Where to enjoy the best quality of life in SA

 ·9 Dec 2014
Cape Town at night

Western Cape residents enjoy a better quality of life than their counterparts in the rest of the country.

This is according to new research conducted by trade union, Solidarity, which found that municipal service delivery in this province is of a higher standard than in the rest of the country.

Solidarity published its Western Cape Liveability Monitor, the fifth in a series which has included the North West, Mpumalanga, Limpopo, and Gauteng, so far.

The union measured the liveability of 25 local municipalities and one metropolitan municipality in the Western Cape.

It found that for liveability, Western Cape municipalities fared much better as a whole and on an individual basis than the other provinces already measured. “Liveability refers to the ability of residents to live a decent existence in a town or city,” Solidarity said.

Dr Eugene Brink, senior researcher at the Solidarity Research Institute (SRI), noted that the report indicates that unemployment is generally low in the Western Cape, while training and income levels are relatively high.

Furthermore, it indicates that medical facilities, offered by both private and state institutions, are of a high quality. Moreover, the quality and supply of drinking water and sanitation services are commendable, the report said.

“The high quality of service delivery in the Western Cape can be ascribed to the relatively competent management of most of the Western Cape municipalities and the low occurrence of corruption. For example, qualified audits are the exception rather than the rule. Exactly the opposite applies to the municipalities scrutinised in the previous monitors,” Brink said.

Unlike the scores obtained in the Gauteng, Limpopo, Mpumalanga and North West Monitors, not one municipality in the Western Cape scored lower than 5/10.

Overstrand Municipality, which includes Gansbaai, Hangklip – Kleinmond, Hermanus, Stanford, scored highest at 8.5/10, while several other municipalities obtained scores of 8/10.

Brink stressed, however, that Western Cape residents still face many challenges.

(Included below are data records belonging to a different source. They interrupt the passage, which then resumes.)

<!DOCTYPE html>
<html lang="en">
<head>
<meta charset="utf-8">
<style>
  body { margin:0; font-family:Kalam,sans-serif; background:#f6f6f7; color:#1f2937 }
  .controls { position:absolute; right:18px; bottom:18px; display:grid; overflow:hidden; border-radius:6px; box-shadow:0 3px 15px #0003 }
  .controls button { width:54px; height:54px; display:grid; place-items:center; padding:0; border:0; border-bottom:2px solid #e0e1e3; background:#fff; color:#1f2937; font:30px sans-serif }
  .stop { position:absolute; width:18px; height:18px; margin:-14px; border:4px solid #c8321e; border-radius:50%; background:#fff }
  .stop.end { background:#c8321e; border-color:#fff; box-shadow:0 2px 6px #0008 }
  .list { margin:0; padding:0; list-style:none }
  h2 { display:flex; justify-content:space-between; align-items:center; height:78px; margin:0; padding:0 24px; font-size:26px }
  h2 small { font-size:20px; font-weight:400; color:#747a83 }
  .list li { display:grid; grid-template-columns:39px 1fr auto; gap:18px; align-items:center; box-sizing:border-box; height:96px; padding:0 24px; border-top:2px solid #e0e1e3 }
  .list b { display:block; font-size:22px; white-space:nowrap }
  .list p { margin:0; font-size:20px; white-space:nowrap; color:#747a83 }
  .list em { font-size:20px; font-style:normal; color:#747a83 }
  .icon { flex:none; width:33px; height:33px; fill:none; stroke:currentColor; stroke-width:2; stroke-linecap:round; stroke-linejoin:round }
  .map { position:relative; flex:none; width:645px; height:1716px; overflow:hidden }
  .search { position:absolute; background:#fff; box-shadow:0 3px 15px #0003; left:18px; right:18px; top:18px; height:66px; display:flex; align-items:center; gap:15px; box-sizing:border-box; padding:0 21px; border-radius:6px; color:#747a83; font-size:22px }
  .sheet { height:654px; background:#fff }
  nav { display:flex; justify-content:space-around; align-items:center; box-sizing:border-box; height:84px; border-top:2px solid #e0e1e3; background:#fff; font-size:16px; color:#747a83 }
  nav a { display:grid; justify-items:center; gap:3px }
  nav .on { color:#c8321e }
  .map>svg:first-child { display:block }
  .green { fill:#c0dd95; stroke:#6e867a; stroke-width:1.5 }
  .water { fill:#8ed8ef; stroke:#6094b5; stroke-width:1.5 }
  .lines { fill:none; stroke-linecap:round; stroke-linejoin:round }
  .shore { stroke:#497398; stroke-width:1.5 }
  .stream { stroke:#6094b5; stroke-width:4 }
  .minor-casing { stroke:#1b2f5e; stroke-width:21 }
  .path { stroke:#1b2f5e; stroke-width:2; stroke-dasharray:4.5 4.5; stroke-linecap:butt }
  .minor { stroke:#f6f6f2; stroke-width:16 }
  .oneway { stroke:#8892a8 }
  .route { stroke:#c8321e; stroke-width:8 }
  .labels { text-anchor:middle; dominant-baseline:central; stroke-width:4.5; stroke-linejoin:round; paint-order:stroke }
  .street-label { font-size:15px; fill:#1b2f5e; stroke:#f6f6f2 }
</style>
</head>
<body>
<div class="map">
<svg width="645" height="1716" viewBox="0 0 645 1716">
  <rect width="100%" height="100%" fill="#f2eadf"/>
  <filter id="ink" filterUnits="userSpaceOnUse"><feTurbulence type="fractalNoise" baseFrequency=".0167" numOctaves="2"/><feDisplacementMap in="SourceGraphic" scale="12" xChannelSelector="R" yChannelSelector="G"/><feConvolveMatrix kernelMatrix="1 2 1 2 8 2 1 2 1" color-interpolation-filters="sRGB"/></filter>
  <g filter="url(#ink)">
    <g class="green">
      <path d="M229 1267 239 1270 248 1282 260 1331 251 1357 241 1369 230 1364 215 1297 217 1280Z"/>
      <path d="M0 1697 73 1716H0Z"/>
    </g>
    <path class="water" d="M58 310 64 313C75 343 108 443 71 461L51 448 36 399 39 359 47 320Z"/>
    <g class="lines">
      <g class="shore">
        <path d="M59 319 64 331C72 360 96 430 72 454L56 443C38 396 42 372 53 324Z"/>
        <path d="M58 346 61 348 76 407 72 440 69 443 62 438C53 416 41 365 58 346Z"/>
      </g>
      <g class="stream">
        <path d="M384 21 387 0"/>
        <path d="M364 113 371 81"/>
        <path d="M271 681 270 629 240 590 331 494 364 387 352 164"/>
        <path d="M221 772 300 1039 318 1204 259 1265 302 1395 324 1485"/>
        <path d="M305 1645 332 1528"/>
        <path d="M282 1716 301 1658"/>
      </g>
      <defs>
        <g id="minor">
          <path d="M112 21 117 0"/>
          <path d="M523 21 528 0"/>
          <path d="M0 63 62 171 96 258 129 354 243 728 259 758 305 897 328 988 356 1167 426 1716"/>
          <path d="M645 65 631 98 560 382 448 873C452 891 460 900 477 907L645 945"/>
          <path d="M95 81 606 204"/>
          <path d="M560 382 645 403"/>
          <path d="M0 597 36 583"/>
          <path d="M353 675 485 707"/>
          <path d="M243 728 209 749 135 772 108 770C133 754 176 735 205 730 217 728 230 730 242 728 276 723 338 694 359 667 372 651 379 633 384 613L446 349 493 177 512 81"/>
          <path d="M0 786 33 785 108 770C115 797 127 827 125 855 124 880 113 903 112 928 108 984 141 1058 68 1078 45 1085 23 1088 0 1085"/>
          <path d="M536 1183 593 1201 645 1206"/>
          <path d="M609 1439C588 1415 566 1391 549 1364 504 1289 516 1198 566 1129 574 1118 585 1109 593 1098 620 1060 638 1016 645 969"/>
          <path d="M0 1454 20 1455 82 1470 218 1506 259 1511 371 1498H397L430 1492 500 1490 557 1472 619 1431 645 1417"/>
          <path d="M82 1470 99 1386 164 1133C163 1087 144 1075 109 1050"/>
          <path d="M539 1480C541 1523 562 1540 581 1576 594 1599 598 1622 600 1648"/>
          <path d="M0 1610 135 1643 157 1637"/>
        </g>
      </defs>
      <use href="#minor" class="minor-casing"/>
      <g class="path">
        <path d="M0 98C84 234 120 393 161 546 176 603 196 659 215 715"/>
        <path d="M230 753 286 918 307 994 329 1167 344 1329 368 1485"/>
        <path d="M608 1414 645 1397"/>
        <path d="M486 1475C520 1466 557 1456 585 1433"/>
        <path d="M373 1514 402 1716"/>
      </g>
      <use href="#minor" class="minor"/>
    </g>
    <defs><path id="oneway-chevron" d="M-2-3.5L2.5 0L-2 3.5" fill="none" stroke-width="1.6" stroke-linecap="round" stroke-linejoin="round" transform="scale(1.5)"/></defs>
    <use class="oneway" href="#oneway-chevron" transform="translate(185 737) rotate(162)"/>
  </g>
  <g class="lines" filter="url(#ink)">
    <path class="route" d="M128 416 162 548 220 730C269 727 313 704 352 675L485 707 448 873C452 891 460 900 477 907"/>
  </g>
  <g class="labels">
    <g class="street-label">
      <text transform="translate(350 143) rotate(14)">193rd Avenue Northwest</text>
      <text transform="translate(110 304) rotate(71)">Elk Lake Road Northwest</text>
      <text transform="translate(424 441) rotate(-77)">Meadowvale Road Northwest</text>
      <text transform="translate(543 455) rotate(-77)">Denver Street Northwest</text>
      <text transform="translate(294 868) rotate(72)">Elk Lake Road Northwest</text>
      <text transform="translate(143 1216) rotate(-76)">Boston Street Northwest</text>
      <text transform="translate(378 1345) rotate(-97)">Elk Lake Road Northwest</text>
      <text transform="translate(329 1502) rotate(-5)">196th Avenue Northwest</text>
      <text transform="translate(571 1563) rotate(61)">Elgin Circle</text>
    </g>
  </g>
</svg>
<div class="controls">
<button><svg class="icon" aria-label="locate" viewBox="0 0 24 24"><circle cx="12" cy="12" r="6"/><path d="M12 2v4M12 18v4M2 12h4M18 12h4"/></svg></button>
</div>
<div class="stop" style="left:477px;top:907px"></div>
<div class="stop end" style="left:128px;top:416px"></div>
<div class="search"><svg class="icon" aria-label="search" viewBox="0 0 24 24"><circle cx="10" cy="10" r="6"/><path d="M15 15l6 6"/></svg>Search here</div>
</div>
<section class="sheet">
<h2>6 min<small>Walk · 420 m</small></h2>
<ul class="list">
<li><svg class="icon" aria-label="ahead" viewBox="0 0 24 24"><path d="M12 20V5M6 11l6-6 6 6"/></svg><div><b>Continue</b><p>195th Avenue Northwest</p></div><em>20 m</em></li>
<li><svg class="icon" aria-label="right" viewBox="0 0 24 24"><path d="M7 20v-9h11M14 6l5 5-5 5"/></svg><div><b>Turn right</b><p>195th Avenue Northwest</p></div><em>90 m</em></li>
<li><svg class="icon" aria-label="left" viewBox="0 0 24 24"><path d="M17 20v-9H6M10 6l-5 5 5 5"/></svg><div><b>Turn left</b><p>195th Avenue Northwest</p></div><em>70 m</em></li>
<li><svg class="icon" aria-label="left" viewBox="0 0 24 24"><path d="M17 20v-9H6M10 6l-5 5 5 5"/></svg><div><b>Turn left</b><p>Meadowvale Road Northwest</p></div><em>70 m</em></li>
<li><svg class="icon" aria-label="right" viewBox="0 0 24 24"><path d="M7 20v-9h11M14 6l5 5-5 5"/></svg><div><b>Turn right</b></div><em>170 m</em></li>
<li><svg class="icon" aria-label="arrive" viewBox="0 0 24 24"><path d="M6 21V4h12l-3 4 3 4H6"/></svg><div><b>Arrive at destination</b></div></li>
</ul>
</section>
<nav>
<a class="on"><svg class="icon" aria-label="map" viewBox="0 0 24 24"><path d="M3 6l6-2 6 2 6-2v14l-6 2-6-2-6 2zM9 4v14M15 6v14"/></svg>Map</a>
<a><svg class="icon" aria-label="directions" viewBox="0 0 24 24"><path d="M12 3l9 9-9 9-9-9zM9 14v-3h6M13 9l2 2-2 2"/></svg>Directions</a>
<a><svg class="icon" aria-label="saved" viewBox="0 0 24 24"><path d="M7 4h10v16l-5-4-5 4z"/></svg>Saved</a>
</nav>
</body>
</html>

“The incidence of crime varies from high to very high in places, while many job opportunities are only seasonal and offer poor pay. Moreover, informal housing is still prevalent and increasing population explosions in many Western Cape municipalities pose serious risks – especially with regard to service delivery, infrastructure and crime.”

In Gauteng’s 10 municipalities, Mogale City, which includes Krugersdorp, and Tshwane, in Pretoria, scored the highest, at 7/10, while Westonaria scored the lowest, at 5/10.

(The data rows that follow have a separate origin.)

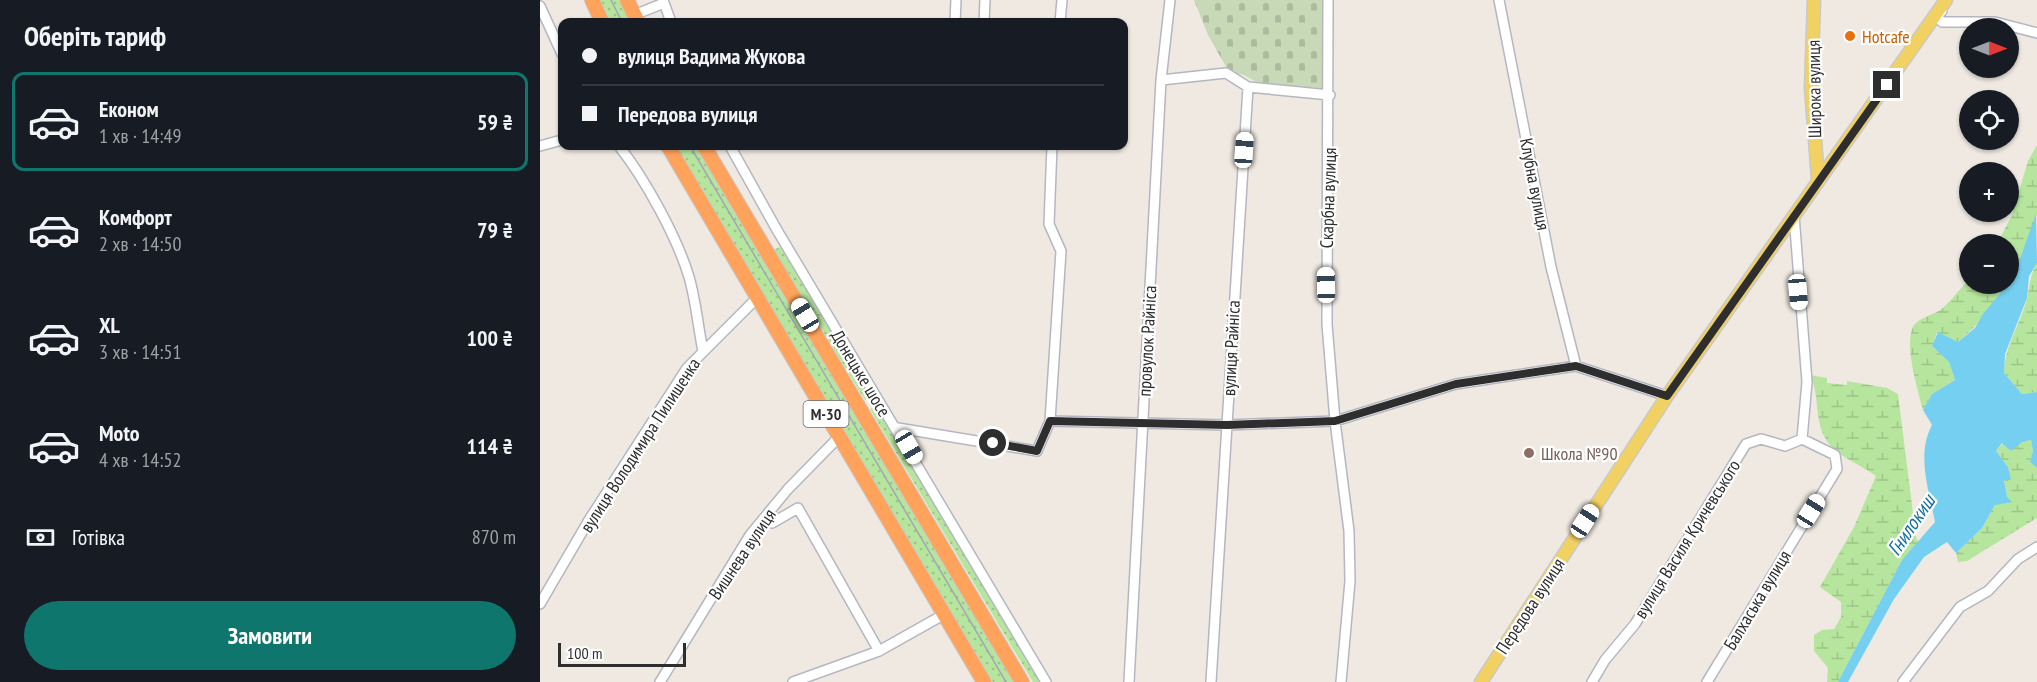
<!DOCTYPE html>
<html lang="uk">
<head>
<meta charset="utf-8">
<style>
	body { margin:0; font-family:"PT Sans Narrow",sans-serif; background:#20242c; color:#f1f3f6; height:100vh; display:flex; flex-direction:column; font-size:22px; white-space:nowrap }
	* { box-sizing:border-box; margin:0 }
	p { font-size:20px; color:#9ea1a6 }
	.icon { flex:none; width:33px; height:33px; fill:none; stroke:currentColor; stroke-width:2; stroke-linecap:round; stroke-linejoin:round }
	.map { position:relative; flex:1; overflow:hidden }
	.side { display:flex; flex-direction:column; background:#171b24; width:540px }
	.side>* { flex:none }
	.top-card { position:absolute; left:18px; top:18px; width:570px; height:132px; border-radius:12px; box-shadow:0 2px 4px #0004; display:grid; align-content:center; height:132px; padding:0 24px; background:#171b24 }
	.needle { width:39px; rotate:90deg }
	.fabs { position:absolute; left:1419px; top:18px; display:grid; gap:12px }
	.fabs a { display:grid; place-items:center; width:60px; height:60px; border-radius:50%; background:#171b24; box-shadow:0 2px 4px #0004; font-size:30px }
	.scale { position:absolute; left:18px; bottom:15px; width:128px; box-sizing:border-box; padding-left:6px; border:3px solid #2e2e2e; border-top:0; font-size:16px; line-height:21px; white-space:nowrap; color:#2e2e2e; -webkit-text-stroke:4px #fff; paint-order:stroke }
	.end { position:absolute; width:27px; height:27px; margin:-14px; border:8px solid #2e2e2e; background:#fff; box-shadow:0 0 0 3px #fff }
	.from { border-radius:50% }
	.car { position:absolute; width:18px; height:36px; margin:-18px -9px; border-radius:8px; box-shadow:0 0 4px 2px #0007; background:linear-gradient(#fff 24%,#345 0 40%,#fff 0 76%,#345 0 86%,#fff 0) }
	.top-card b { display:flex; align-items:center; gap:21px; height:57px; font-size:22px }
	.top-card b+b { border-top:2px solid #363941 }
	.top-card i { width:15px; height:15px; background:#f1f3f6 }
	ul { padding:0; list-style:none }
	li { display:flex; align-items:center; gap:18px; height:99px; margin:0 12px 9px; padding:0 12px; border:3px solid transparent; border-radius:12px }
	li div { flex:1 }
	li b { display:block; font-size:22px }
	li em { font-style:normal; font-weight:800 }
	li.on { border-color:#0f766e }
	li>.icon { width:54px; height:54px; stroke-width:1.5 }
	h2 { padding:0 24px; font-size:27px; line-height:72px }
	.pay { display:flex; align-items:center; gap:15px; height:66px; padding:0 24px; font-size:22px }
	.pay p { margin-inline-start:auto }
	.primary-button { display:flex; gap:12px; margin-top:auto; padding:12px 24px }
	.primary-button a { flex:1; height:69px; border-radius:36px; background:#0f766e; color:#fff; font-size:24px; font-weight:800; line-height:69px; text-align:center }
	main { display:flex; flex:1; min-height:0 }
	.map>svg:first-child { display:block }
	.grass { fill:url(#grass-dots) }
	.wetland { fill:url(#wetland-marsh) }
	.cemetery { fill:url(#cemetery-stones) }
	.water { fill:#75cff0 }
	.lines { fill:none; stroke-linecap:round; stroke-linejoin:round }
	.minor-casing { stroke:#b4b7c1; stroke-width:12 }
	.major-casing { stroke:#c9c9c9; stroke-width:15 }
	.highway-casing { stroke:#c9c9c9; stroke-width:16 }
	.minor { stroke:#fff; stroke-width:9 }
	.major { stroke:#f2d163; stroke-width:12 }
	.highway { stroke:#ffa35c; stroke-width:14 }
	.tram { stroke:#a3a6b8; stroke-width:1.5 }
	.route { stroke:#2e2e2e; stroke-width:8 }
	.food-dot { fill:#e8710a; stroke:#fff; stroke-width:2 }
	.education-dot { fill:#8d6e63; stroke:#fff; stroke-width:2 }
	.labels { text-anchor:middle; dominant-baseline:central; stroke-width:4.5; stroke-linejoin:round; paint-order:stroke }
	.shield { fill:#fff; stroke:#6d6d6d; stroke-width:1.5 }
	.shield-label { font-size:16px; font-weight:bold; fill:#2e2e2e }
	.food-label { font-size:18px; fill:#c56008; stroke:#fff; text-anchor:start }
	.street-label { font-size:18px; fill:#2e2e2e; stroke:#fff }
	.education-label { font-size:18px; fill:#785e54; stroke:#fff; text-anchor:start }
	.water-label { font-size:20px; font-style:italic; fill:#0d6fa3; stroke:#fff }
</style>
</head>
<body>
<main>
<section class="side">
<h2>Оберіть тариф</h2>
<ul>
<li class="on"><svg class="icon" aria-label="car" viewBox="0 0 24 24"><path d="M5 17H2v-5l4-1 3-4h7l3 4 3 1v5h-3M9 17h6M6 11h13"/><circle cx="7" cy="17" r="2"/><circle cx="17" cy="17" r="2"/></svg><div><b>Економ</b><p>1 хв · 14:49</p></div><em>59 ₴</em></li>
<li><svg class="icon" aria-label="car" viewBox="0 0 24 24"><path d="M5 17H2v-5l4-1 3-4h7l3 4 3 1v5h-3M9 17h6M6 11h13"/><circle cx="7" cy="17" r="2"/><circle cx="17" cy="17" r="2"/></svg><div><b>Комфорт</b><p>2 хв · 14:50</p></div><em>79 ₴</em></li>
<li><svg class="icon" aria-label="car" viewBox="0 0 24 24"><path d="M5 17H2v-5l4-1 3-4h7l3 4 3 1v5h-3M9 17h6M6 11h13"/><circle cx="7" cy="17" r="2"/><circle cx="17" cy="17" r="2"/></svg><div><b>XL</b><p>3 хв · 14:51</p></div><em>100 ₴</em></li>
<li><svg class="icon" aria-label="car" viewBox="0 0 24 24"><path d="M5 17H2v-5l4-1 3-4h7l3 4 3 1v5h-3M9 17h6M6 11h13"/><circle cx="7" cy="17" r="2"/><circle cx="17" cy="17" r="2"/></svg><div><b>Moto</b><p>4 хв · 14:52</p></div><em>114 ₴</em></li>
</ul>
<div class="pay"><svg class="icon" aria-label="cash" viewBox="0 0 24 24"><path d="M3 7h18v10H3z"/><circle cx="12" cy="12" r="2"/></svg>Готівка<p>870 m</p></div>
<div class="primary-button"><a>Замовити</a></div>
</section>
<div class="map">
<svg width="1497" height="682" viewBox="0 0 1497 682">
	<defs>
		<pattern id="grass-dots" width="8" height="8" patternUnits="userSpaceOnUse" patternTransform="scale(1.5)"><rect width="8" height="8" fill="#b6e59e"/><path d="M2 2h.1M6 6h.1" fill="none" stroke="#9dc588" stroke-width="1.8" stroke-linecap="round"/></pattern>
		<pattern id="wetland-marsh" width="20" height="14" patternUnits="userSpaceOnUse" patternTransform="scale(1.5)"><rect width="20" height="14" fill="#b6e59e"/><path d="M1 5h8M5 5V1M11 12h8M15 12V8" fill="none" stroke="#9dc588"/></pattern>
		<pattern id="cemetery-stones" width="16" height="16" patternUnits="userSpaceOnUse" patternTransform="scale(1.5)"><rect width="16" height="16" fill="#c8d9b8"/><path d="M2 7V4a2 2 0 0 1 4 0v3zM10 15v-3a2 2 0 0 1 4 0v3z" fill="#acbb9e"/></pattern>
	</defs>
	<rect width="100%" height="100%" fill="#efe9e1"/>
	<path class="grass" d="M 60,0 L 79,0 L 90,22 L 71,22 Z
		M 136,146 L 157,146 L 474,682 L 453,682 Z
		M 240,247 L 331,396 L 325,400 L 233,250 Z
		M 336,406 L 501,682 L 493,682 L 330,409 Z"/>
	<path class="wetland" d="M 1497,145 L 1497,214 L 1476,271 L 1469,283 L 1468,244 L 1457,244 L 1472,215 L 1488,161 Z
		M 1497,263 L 1497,392 L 1482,394 L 1464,373 C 1465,344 1480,326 1487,298 C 1490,285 1490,275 1497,263 Z
		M 1429,280 L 1430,284 L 1468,284 C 1457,303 1435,328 1418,342 L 1397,332 L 1392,346 L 1409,362 L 1415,380 L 1392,394 L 1383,410 C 1378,391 1364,345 1373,327 C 1378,317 1396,315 1404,307 C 1413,299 1420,288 1429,280 Z
		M 1270,375 L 1287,378 L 1287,383 L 1307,385 L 1307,381 L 1347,388 L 1358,394 L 1376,537 L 1379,543 L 1362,560 L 1298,682 L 1287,682 L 1288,668 L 1274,651 L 1274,635 L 1282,630 L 1294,629 L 1301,617 L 1301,602 L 1280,587 L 1314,527 L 1336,476 C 1313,459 1284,454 1279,420 C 1276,404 1277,389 1270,375 Z
		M 1491,440 L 1493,451 L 1490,462 L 1497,468 L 1497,518 L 1427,561 L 1418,562 L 1416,553 L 1442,528 L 1455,505 L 1467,497 L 1464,479 L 1470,480 L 1468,467 L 1456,451 L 1463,443 Z"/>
	<path class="cemetery" d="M 654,0 L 783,0 L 783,88 L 720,84 L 704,75 L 689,72 L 668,35 Z"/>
	<path class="water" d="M 1496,214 L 1497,263 L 1489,276 L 1487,298 L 1465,354 L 1464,373 L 1482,394 L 1497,392 L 1497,468 L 1490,462 L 1493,451 L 1491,440 L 1482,442 L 1471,451 L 1462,443 L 1456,451 L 1468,467 L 1471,480 L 1464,480 L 1467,497 L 1472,502 L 1455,505 L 1442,528 L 1416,553 L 1407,542 L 1384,557 L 1354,599 L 1308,682 L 1298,682 L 1362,560 L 1395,522 C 1389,490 1376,455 1392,425 L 1383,410 L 1392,394 L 1415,380 L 1409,362 L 1392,346 L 1398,332 L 1418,342 L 1435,328 L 1443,314 L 1468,284 L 1476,270 Z"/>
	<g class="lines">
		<defs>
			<path id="minor" d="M 123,0 L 131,22
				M 788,0 L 787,324 L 795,421 L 809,531 L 810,581 L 801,682
				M 959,0 L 1011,267 L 1036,366
				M 0,6 L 22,54
				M 1402,11 L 1397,16 L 1402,22 L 1455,22 L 1497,33
				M 94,15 L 124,3
				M 415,22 L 416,0
				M 444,22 L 445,0
				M 520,22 L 522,0
				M 621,80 L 686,73 L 708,87 L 790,95
				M 0,146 L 22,140
				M 79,146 C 105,179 137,237 149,277 C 156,301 158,327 163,351
				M 190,146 L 237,230 L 506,682
				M 1254,215 L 1267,382 L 1262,439
				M 510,421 L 687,425 L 795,421 L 916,384 L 1036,366 L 1127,396
				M 358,428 L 497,451 L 510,421 L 521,251 L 509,224 L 512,146
				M 232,523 L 258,508 L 339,651
				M 0,604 L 49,520 L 147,368 L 216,299
				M 120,682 L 210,535 L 248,489 L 299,437
				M 253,682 L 339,651 L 403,615
				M 589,682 L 621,80 L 630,0
				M 671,682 L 708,87
				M 1052,682 L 1065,660 L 1095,624 L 1206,444 L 1221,439 L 1245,446 L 1262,439
				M 1167,682 L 1297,469 L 1295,455 L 1262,439
				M 1363,682 L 1420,607 L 1448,591 L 1478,559 L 1497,547"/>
			<path id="major" d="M 1274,0 L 1271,88 L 1278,179
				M 941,682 L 1127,396 L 1406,0"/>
			<path id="highway" d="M 52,0 L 62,22
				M 87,0 L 98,22
				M 128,146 L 444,682
				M 164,146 L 482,682"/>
		</defs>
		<use href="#minor" class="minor-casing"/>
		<use href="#major" class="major-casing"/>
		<use href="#highway" class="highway-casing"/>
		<use href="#minor" class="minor"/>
		<use href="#major" class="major"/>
		<use href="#highway" class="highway"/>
		<path class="tram" d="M 71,0 L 82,22
			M 150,146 L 466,682"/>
	</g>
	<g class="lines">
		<path class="route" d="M 453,443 L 497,451 L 510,421 L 687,425 L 795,421 L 916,384 L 1036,366 L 1127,396 L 1347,85"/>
	</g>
	<circle class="food-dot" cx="1310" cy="36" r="6"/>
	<circle class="education-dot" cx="989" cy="453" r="6"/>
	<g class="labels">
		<rect class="shield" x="263.5" y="401" width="45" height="26" rx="4.5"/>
		<g class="shield-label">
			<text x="286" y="414">М-30</text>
		</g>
		<g class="food-label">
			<text x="1322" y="36">Hotcafe</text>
		</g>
		<g class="street-label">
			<text transform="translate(1274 89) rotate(-91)">Широка вулиця</text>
			<text transform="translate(995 184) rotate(79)">Клубна вулиця</text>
			<text transform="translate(788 198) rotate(-88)">Скарбна вулиця</text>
			<text transform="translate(607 341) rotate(-87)">провулок Райніса</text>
			<text transform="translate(691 348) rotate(-87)">вулиця Райніса</text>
			<text transform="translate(321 373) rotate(59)">Донецьке шосе</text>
			<text transform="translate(100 445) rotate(-57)">вулиця Володимира Пилишенка</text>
			<text transform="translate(1147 539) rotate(-58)">вулиця Василя Кричевського</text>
			<text transform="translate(202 554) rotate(-56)">Вишнева вулиця</text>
			<text transform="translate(1217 600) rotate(-59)">Балхаська вулиця</text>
			<text transform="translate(990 606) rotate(-57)">Передова вулиця</text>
		</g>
		<g class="education-label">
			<text x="1001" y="453">Школа №90</text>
		</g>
		<g class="water-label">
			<text transform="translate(1371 525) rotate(-56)">Гнилокиш</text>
		</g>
	</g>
</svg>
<div class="fabs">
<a><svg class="needle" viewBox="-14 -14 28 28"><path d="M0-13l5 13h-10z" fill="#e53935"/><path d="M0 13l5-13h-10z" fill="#9ea1a6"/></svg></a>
<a><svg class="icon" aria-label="locate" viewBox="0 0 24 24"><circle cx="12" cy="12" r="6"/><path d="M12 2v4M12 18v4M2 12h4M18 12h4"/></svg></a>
<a>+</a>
<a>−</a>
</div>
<div class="scale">100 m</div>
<i class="end from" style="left:453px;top:443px"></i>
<i class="end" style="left:1347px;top:85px"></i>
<i class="car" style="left:704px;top:150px;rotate:4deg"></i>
<i class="car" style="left:786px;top:285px;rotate:359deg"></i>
<i class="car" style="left:1258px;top:292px;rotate:175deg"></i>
<i class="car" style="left:265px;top:315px;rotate:329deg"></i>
<i class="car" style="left:369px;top:447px;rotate:150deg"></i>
<i class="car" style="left:1271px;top:511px;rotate:32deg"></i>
<i class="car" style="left:1045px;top:521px;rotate:33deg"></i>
<div class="top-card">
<b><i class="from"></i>вулиця Вадима Жукова</b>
<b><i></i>Передова вулиця</b>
</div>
</div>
</main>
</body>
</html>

For the North West Liveability Monitor, a large number of the 19 municipalities scored only 1/10 including the likes of Moretele Local Municipality, and Ventersdorp.

Rustenburg scored 5/10, while the City Council of Tlokwe scored highest at 7/10.

For Mpumalanga, Solidarity noted that most of the 18 municipalities scored lower than 5/10, with most residents income very low, with unemployment rates very high.

Limpopo, with 25 municipalities, also scored poorly, with the majority not getting more than 3/10, and led by Polokwane achieving a score of 5/10.

The highest mark of 6.5/10 was achieved by Thabazimbi municipality.

The report used employment, crime, basic services, corruption, municipal financial management, income levels and medical facilities, among others as a measure of liveability.